## Problem to work on
Read the entries below and pull out each line with the string "strong".

(Input for this task Opens)

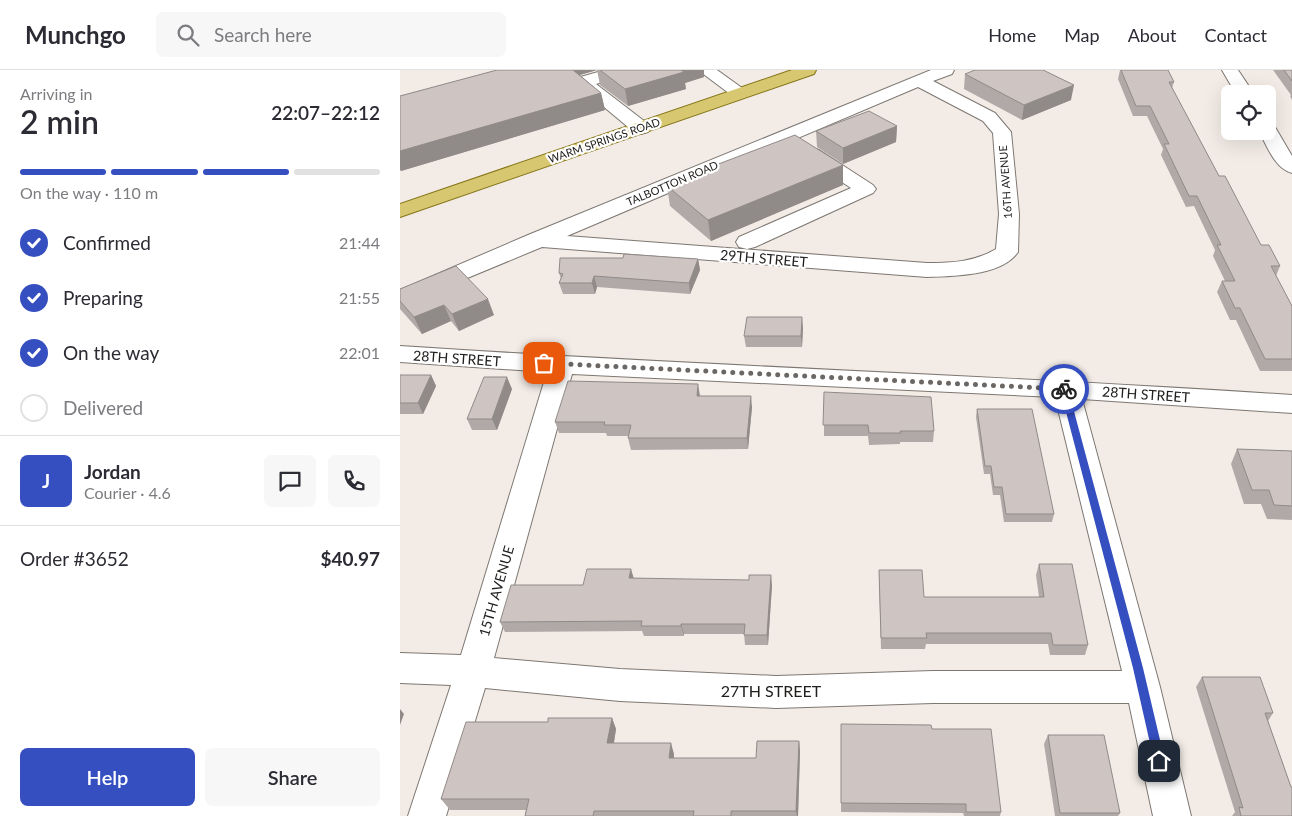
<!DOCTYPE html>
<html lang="en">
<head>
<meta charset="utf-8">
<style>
  :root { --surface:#fff; --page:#f7f7f7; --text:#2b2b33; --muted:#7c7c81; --line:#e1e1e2; --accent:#354ec0 }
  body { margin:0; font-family:Lato,sans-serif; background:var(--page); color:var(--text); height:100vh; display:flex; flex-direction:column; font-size:19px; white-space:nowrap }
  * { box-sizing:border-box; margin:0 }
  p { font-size:16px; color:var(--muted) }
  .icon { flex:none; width:28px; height:28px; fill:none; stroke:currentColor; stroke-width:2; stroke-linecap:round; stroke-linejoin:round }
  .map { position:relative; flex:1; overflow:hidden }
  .panel { display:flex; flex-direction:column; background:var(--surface); width:400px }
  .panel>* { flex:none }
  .controls { position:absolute; left:821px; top:15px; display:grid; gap:10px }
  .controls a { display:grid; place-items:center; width:55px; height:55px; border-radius:8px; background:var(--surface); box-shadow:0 5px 20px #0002; font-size:25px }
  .pin { position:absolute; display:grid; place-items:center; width:42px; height:42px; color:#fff; margin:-21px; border-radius:10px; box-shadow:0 2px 8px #0006 }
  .courier { position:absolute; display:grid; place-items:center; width:50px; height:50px; margin:-25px; border:4px solid #354ec0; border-radius:50%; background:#fff; color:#222; box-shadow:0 1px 6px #0007 }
  .head em { font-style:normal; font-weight:600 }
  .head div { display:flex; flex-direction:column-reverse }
  .head { display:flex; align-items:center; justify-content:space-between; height:85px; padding:0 20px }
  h1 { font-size:32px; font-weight:600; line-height:38px }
  .bar { display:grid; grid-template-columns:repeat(4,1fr); gap:8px 5px; align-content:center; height:60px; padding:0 20px }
  .bar i { height:6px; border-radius:4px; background:var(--line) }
  .bar .on { background:var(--accent) }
  .bar p { grid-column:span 4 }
  .line { display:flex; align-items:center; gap:12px; padding:0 20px; border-top:1px solid var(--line) }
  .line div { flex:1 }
  .round { display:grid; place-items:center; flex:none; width:52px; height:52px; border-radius:8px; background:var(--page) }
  ol { padding:0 20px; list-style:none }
  li { display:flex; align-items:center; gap:15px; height:55px }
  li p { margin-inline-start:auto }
  li .icon { padding:5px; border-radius:50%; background:var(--accent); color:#fff; stroke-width:4 }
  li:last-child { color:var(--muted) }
  li i { width:28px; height:28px; border:2px solid var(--line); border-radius:50% }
  .action { display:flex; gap:10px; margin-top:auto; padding:10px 20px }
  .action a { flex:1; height:58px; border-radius:8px; background:var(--accent); color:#fff; font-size:20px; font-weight:600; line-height:58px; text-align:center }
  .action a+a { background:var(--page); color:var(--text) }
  header { display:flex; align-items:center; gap:30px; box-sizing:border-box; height:70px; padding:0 25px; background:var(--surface); border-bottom:1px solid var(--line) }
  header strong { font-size:24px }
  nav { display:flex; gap:28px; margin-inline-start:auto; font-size:18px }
  .search { width:350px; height:45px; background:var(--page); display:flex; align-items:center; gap:12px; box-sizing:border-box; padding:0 18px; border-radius:8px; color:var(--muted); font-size:19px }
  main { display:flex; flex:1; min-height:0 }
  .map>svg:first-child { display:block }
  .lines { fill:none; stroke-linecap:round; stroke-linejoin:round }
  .minor-casing { stroke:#7d7772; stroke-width:2 }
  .major-casing { stroke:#857416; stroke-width:2 }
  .minor { fill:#fff; fill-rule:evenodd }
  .major { fill:#d6c770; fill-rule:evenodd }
  .wall { fill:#b1a9a8 }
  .shaded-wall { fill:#908a88 }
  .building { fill:#cec5c3; stroke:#908a88 }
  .route { fill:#354ec0 }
  .done { stroke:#6b6764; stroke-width:5; stroke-dasharray:0 9 }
  .labels { text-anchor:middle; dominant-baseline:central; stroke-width:4.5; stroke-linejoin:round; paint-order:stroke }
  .far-street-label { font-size:11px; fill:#22201e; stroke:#fff }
  .street-label { font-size:14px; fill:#22201e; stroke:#fff }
  .near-street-label { font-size:16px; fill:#22201e; stroke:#fff }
</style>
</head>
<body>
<header>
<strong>Munchgo</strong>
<div class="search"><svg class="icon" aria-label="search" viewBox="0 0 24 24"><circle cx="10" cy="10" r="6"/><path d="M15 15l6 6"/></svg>Search here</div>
<nav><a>Home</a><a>Map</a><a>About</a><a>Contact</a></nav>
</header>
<main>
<section class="panel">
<div class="head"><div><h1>2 min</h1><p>Arriving in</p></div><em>22:07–22:12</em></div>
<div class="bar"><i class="on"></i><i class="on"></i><i class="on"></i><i></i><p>On the way · 110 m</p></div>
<ol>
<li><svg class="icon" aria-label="check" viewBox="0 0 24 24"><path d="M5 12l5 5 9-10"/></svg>Confirmed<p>21:44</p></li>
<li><svg class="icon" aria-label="check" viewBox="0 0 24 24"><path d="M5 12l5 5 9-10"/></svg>Preparing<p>21:55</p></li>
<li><svg class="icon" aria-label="check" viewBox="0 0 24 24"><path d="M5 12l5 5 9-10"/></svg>On the way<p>22:01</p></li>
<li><i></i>Delivered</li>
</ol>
<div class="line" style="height:90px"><b class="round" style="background:var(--accent);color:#fff">J</b><div><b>Jordan</b><p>Courier · 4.6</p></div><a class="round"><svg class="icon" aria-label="chat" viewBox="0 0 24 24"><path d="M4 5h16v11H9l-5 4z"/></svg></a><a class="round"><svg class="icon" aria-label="phone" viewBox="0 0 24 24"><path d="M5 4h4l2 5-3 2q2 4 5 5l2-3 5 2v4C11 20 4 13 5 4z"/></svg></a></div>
<div class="line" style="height:65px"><div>Order #3652</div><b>$40.97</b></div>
<div class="action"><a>Help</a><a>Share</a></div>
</section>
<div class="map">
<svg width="892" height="746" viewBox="0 0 892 746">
  <rect width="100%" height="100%" fill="#f3ece6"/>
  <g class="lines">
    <defs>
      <path id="minor" d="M205 0H231L229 4 196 14 248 54 250 58 248 62 241 64 234 62 174 12 177 8Z
        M298 0H317L349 23 346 27 340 28 334 27Z
        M531 0H554L552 4 533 11 595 43 611 62 619 144 618 182C602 206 553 206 527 207L142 177 0 236V220L128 165ZM518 17 583 51 593 63 599 144 596 179C574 192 552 193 527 193L167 166Z
        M822 0H838L854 24H836Z
        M868 55 875 57 892 86V103C875 99 867 76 859 61H868Z
        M412 78 419 80 473 115 476 119 473 123 355 177 347 179 339 177 336 172 339 167 451 118 405 88 402 84 405 80Z
        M0 276C297 296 595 305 892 325V343L682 329 760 617 791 746H753L729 633H533L376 638 220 631 85 618 46 746H8L51 615 0 613V583L61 585 147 302 0 292ZM172 304 655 327 722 601H533L376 606 220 599 94 588Z"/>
      <path id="major" d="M392 0H416L414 4 0 147V134Z"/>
    </defs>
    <use href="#minor" class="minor-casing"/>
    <use href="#major" class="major-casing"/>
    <use href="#minor" class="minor"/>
    <use href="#major" class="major"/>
  </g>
  <path class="wall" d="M97 0H304V7L285 13 286 19 228 36 200 15 197 0 180 5 201 23 205 40 1 101 0 100V26Z
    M720 0H768L774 12 772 18 819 106 861 175 880 196 876 206 892 236V301H860L836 250H830L817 222 822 211H825L813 186 815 180 794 136 786 137 761 85 763 79 747 46H733L718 9Z
    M873 0H892V30L890 26 891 25Z
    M565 4 671 30 622 50 564 19Z
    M497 56 496 72 443 94 417 77 416 61Z
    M300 101 443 115 311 171 270 136 267 116 300 103Z
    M298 189 300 200 290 224 197 217 195 224H163L159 213 161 209 159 203Z
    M0 219 94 245 59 261 51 251 22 264 0 239Z
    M403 258 402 277H346L344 266Z
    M0 305H31L36 316 23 344H0Z
    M112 319 97 360H72L67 349Z
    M424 322 534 361 533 372H500V374L469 375 468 366H424Z
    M300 326 352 337 348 379 231 380 228 368V366H207L206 363H159L155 352Z
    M577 339 654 444 652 452H604L600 425H593L590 404H584L576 347Z
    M837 379 892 381V450L867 449 861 434H844L831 394Z
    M639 494 688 575 685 585H650L648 574H526L525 579H481L479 511V500L524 527H639L636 505Z
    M234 508 372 515 368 575H345L344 564H284V566H244L242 561 105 562 100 552 183 515Z
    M802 607 873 643 868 651 891 717 892 746H832L835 742 796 617Z
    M212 648 216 659 214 673 274 684V688H356L399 671 400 682 398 746H125L126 740H50L41 729 148 652Z
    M441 654 532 659 601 742 600 746H564L563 743 441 742Z
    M648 665 720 743 718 746H655L644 674Z"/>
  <path class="shaded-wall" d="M170 0H197L176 6Z
    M278 0H304V7L285 13 286 19 228 36 225 19Z
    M674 15 671 30 622 50 624 35Z
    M201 23 205 40 1 101 0 99V81Z
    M497 56 496 72 443 94V78Z
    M443 95V115L311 171 308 150Z
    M298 189 300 200 290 224 289 213Z
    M194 206 197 217 195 224 192 213Z
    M88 229 94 245 59 261 52 244Z
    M44 235 51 251 22 264 14 247Z
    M402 247 403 258 402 277 401 266Z
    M31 305 36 316 23 344 18 333Z
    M107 307 112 319 97 360 92 349Z
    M298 314 300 326H297Z
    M351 326 352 337 348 379 347 368Z
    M231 499 234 509 229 508Z
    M371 505 372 515 368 575 367 565Z
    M281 554 284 564V566L281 556Z
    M0 639 4 644 0 655Z
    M212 648 216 659 212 684 207 673Z
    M399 671 400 682 398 746H397L396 741Z
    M271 673 274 684 273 699 269 688Z"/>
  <path class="building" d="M97 0H173L201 23 0 81V26Z
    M200 0H281L284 2 225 19Z
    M575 0H643L674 15 624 35 565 4Z
    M721 0H768L774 12H769L819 106H825L861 175H869L880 196H871L892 236V289H865L840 238H835L822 211H835L817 175H821L797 126H789L764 74H769L750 36H736Z
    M884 0H892V11Z
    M469 41 497 56 443 78 416 61Z
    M395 65 443 95 308 150 267 116 302 102 300 101Z
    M224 184 298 189 289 213 194 206 192 213H159L163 204 159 203 160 188H223Z
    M56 196 88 229 52 244 44 235 14 247 0 231V219Z
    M347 247H402L401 266H344Z
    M0 305H31L18 333H0Z
    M84 307H107L92 349H67Z
    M168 311 298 314 297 326H351L347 368H228L231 355H204L205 352H155Z
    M424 322 531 327 534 361H500L501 363H469L468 355H423Z
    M577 339H632L654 444H606L602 417H594L591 396H585Z
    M837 379 892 381V436L874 435 869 420H852Z
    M639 494H672L688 575H653L651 563H526L527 568H481L479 500H522L524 527H644Z
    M187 499H231L229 508 349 510V505H371L367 565H344L345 554H281V556H241L242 551 100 552 111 515H183Z
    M802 607H860L873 643H865L891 717H892V746H841L839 737 843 738Z
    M148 648H212L207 673H271L269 688H356L357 671H399L396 741H331V746H293L294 741H194L193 746H125L129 729H41L66 652H148Z
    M441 654 531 655 532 659H591L601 742H566V734L441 733Z
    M648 665H704L720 743H660Z"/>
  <path class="route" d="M664 316 668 319 743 598 765 691 763 694 759 696 756 694 754 691 733 598 660 319Z"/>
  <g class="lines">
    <path class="done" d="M144 293 664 319"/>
  </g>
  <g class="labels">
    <g class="far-street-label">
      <text transform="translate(204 70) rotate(-19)">WARM SPRINGS ROAD</text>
      <text transform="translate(605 112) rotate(-94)">16TH AVENUE</text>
      <text transform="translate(272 113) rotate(-23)">TALBOTTON ROAD</text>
    </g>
    <g class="street-label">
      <text transform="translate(364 188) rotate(5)">29TH STREET</text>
      <text transform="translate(57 288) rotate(4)">28TH STREET</text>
      <text transform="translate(746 324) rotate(4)">28TH STREET</text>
      <text transform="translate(96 521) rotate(-74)">15TH AVENUE</text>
    </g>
    <g class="near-street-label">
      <text x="371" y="620">27TH STREET</text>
    </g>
  </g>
</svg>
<div class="controls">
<a><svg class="icon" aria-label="locate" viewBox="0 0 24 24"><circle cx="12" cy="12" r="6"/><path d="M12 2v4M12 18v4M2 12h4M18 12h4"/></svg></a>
</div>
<div class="pin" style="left:144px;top:293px;background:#ea580c"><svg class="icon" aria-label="bag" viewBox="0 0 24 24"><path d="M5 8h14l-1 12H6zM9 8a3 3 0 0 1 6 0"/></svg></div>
<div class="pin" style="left:759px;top:691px;background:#1f2937"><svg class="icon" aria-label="home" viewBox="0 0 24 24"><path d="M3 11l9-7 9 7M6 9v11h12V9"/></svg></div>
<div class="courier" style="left:664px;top:319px"><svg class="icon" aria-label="bike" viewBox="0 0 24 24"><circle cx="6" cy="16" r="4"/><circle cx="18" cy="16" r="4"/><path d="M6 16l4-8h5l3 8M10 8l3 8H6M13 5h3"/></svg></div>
</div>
</main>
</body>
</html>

(Input for this task Closes)

## Finished task
  header strong { font-size:24px }
<strong>Munchgo</strong>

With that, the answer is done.